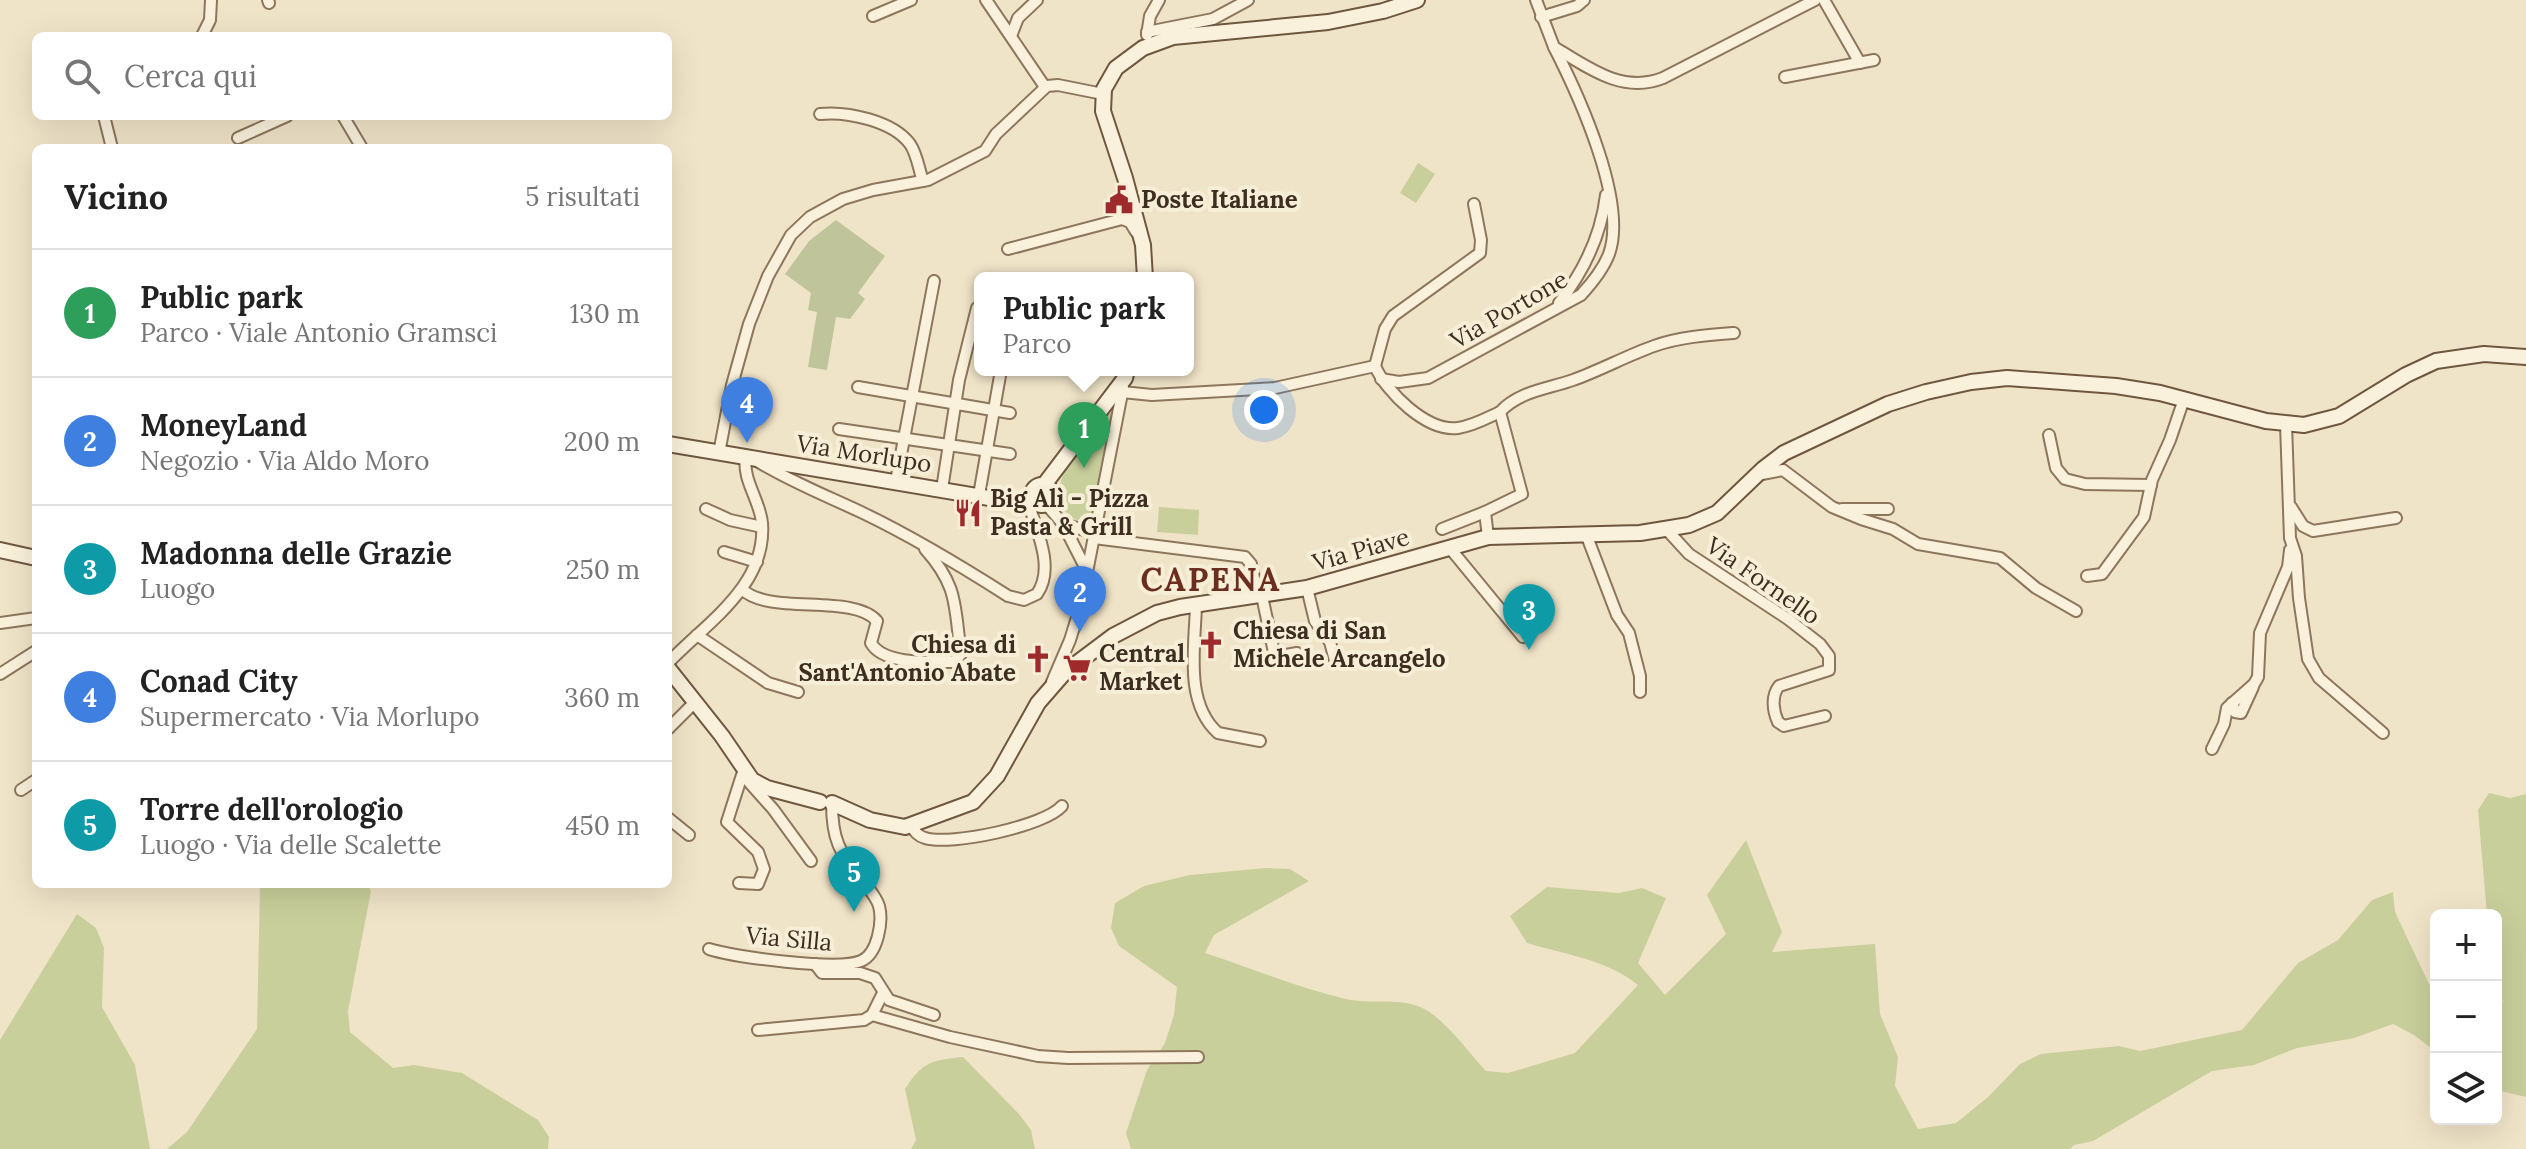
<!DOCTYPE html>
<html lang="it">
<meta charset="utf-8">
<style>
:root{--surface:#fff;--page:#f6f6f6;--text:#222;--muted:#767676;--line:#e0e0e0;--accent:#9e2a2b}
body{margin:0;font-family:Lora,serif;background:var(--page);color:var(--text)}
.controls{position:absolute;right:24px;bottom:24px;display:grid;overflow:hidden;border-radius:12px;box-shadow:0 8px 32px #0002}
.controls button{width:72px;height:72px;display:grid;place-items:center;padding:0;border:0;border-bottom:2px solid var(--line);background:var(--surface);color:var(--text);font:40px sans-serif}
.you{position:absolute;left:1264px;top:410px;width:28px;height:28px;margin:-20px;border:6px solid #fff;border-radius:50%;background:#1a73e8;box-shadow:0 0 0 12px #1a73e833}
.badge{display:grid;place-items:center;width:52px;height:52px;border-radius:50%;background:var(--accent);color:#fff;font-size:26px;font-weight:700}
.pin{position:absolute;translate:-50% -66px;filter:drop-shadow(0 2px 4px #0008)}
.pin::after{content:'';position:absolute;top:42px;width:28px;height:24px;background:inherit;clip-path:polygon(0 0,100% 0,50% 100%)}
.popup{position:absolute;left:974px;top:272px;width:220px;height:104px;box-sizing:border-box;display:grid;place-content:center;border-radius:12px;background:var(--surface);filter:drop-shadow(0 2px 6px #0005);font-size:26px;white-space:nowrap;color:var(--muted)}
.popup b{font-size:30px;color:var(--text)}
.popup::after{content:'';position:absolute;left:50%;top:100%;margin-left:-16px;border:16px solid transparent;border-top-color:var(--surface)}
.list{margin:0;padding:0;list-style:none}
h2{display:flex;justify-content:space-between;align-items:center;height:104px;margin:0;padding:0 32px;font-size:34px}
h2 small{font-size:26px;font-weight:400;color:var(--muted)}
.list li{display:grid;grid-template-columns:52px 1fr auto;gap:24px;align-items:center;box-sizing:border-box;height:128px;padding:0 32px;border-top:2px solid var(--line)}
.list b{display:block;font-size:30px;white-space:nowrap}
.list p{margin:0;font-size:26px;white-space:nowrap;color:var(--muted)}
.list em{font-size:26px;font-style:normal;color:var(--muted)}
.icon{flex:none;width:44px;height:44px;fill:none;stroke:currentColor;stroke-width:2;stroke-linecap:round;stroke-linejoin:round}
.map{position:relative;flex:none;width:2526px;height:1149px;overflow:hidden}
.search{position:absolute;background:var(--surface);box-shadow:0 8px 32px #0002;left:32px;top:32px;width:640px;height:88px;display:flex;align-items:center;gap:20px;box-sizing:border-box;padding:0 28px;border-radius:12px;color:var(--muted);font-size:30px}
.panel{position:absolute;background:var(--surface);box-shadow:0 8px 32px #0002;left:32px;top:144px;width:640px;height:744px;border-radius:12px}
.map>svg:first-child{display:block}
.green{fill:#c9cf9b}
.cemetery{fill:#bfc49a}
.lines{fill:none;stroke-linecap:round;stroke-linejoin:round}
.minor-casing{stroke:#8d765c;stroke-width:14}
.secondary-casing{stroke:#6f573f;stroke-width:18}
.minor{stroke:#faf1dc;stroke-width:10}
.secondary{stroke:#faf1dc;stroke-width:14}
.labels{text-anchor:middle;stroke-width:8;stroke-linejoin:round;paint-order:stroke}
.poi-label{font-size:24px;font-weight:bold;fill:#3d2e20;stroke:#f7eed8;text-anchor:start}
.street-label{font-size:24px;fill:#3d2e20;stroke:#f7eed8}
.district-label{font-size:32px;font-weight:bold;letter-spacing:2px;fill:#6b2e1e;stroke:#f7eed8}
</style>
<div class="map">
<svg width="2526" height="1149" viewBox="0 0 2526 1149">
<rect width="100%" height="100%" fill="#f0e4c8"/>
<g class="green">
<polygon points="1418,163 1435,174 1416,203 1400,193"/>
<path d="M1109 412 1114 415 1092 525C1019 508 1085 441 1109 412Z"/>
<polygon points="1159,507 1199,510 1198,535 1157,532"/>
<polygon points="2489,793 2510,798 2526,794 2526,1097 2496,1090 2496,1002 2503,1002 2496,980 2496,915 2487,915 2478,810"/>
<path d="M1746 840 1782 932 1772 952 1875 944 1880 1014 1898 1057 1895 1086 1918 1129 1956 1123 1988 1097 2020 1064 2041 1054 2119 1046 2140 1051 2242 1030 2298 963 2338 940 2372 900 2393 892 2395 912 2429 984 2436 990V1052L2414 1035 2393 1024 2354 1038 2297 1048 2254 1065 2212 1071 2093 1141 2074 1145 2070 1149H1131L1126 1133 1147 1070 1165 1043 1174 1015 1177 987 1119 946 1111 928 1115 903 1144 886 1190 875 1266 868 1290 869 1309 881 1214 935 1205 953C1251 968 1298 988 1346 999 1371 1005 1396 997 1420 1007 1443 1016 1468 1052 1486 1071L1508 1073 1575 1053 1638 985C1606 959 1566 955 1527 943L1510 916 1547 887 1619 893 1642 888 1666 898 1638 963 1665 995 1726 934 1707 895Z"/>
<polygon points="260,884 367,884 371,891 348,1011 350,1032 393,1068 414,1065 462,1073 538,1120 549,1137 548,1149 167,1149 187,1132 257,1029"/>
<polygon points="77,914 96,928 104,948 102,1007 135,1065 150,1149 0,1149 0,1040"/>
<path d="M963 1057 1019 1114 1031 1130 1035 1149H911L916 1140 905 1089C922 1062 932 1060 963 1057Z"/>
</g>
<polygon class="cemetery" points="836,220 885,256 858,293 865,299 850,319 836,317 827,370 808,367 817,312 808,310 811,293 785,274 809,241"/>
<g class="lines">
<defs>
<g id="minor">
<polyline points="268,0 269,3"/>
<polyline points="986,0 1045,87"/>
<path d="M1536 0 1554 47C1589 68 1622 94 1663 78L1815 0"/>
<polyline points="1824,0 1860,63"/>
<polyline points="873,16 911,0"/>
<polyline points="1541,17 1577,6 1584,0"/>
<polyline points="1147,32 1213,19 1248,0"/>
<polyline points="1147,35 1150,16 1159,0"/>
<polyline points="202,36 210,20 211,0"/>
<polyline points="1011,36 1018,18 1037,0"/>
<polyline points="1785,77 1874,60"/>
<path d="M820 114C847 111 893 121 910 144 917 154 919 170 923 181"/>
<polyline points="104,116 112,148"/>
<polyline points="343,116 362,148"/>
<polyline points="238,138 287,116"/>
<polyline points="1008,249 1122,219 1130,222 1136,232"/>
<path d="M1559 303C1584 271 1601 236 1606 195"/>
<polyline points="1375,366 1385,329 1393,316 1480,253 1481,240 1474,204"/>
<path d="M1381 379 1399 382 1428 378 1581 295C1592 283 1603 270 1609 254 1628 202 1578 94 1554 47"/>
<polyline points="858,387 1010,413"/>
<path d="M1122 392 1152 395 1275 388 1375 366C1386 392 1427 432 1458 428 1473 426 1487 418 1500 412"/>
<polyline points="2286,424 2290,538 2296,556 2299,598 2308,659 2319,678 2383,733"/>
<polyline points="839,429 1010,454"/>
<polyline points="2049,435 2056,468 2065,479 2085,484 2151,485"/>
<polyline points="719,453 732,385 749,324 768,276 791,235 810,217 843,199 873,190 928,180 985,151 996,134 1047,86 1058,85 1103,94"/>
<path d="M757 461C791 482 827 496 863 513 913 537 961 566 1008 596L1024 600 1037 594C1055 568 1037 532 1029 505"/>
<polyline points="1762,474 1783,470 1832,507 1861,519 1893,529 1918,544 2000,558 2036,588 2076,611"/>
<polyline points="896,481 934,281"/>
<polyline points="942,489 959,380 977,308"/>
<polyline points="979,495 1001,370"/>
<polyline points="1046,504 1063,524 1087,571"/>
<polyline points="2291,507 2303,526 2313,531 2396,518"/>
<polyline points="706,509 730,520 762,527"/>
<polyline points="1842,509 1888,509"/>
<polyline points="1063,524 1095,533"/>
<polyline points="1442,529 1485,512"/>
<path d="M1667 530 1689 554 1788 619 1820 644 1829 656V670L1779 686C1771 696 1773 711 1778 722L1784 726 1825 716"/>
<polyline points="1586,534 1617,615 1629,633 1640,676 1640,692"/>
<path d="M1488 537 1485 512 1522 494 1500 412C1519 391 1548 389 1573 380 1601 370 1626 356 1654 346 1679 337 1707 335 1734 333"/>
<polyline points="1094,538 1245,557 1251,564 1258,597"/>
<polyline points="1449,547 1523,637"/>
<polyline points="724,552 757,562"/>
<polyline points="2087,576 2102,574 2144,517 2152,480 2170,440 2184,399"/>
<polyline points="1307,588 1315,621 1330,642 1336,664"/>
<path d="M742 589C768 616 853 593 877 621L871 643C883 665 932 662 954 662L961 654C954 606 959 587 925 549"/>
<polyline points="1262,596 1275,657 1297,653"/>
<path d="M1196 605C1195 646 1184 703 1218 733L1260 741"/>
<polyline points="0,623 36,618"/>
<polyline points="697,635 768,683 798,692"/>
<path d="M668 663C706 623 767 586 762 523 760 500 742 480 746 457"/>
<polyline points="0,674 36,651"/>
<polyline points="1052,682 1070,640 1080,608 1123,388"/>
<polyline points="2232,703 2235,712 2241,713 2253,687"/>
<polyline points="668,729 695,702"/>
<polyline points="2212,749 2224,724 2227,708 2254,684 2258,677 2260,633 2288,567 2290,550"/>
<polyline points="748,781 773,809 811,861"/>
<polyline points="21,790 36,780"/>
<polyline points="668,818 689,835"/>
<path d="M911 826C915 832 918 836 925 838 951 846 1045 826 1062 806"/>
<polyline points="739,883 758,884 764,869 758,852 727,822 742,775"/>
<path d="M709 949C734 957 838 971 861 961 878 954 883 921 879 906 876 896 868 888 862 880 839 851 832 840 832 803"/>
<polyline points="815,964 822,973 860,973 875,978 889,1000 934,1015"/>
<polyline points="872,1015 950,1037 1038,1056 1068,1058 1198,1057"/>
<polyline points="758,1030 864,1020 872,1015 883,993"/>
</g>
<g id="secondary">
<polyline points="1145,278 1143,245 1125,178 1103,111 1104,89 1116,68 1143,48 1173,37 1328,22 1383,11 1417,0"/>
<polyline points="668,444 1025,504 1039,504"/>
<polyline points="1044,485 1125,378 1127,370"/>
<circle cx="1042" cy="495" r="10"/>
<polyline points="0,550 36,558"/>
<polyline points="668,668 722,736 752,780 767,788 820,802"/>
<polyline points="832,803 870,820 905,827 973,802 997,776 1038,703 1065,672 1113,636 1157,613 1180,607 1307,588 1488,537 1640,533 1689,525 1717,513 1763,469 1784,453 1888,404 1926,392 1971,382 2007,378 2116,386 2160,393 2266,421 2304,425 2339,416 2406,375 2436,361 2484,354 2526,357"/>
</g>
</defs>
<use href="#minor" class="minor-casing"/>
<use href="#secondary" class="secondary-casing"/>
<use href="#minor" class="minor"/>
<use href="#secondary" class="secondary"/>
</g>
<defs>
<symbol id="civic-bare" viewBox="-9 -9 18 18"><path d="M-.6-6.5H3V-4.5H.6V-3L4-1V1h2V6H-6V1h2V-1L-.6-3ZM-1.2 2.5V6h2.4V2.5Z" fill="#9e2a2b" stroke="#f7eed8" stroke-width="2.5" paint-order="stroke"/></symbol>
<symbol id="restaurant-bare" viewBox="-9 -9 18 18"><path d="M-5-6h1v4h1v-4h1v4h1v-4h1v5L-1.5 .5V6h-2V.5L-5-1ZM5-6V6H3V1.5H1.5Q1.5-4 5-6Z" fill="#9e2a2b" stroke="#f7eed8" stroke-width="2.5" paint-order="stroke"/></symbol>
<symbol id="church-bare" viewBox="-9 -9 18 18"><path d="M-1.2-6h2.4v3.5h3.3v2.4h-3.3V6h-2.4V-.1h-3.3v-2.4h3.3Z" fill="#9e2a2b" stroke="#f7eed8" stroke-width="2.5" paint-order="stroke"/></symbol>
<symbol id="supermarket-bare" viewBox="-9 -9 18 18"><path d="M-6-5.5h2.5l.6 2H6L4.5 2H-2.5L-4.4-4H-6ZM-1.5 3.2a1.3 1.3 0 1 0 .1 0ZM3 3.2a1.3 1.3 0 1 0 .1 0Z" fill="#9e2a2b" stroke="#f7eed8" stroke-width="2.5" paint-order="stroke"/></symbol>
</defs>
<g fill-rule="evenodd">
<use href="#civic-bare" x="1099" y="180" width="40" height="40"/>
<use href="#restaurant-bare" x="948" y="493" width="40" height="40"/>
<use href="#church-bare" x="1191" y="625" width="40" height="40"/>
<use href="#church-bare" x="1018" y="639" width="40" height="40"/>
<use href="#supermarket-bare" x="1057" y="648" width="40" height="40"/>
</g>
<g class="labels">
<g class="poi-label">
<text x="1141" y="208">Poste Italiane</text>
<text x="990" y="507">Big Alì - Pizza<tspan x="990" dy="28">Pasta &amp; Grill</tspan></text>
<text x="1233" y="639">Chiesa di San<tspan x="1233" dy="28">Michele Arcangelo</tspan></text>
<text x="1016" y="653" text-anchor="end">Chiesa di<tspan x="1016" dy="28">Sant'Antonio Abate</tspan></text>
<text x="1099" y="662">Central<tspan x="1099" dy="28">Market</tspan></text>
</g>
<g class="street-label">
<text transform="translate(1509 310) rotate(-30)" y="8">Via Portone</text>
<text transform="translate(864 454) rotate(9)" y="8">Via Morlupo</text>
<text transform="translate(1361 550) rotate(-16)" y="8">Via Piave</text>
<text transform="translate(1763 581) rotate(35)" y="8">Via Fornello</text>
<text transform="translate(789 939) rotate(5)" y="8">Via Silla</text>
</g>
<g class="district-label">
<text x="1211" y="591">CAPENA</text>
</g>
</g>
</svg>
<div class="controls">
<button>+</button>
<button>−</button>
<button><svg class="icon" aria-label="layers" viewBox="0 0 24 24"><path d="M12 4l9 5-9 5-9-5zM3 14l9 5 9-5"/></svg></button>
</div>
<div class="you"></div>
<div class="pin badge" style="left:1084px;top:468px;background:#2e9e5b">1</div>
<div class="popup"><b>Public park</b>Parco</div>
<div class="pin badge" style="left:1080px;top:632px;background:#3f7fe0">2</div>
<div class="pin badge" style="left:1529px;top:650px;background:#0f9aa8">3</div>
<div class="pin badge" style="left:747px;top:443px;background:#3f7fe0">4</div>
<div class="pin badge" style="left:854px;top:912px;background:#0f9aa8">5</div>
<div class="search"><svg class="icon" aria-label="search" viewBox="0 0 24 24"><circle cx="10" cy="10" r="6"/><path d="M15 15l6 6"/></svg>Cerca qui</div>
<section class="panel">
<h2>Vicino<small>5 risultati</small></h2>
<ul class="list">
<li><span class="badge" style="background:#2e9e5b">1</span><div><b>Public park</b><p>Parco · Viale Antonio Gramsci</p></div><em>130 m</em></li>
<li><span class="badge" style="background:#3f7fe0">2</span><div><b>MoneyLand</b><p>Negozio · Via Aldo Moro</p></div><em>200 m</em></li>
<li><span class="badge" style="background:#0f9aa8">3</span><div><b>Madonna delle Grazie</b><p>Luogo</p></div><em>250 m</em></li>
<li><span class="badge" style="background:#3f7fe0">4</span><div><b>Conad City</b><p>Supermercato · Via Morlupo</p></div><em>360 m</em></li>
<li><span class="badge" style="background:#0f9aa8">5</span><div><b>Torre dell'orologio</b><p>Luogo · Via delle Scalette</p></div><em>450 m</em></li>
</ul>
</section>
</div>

> **Work order**:
Starting from the line holding "<button>−</button>", restate the remaining lines of the data word for word, including the last.

> **Answer for the task**:
<button>−</button>
<button><svg class="icon" aria-label="layers" viewBox="0 0 24 24"><path d="M12 4l9 5-9 5-9-5zM3 14l9 5 9-5"/></svg></button>
</div>
<div class="you"></div>
<div class="pin badge" style="left:1084px;top:468px;background:#2e9e5b">1</div>
<div class="popup"><b>Public park</b>Parco</div>
<div class="pin badge" style="left:1080px;top:632px;background:#3f7fe0">2</div>
<div class="pin badge" style="left:1529px;top:650px;background:#0f9aa8">3</div>
<div class="pin badge" style="left:747px;top:443px;background:#3f7fe0">4</div>
<div class="pin badge" style="left:854px;top:912px;background:#0f9aa8">5</div>
<div class="search"><svg class="icon" aria-label="search" viewBox="0 0 24 24"><circle cx="10" cy="10" r="6"/><path d="M15 15l6 6"/></svg>Cerca qui</div>
<section class="panel">
<h2>Vicino<small>5 risultati</small></h2>
<ul class="list">
<li><span class="badge" style="background:#2e9e5b">1</span><div><b>Public park</b><p>Parco · Viale Antonio Gramsci</p></div><em>130 m</em></li>
<li><span class="badge" style="background:#3f7fe0">2</span><div><b>MoneyLand</b><p>Negozio · Via Aldo Moro</p></div><em>200 m</em></li>
<li><span class="badge" style="background:#0f9aa8">3</span><div><b>Madonna delle Grazie</b><p>Luogo</p></div><em>250 m</em></li>
<li><span class="badge" style="background:#3f7fe0">4</span><div><b>Conad City</b><p>Supermercato · Via Morlupo</p></div><em>360 m</em></li>
<li><span class="badge" style="background:#0f9aa8">5</span><div><b>Torre dell'orologio</b><p>Luogo · Via delle Scalette</p></div><em>450 m</em></li>
</ul>
</section>
</div>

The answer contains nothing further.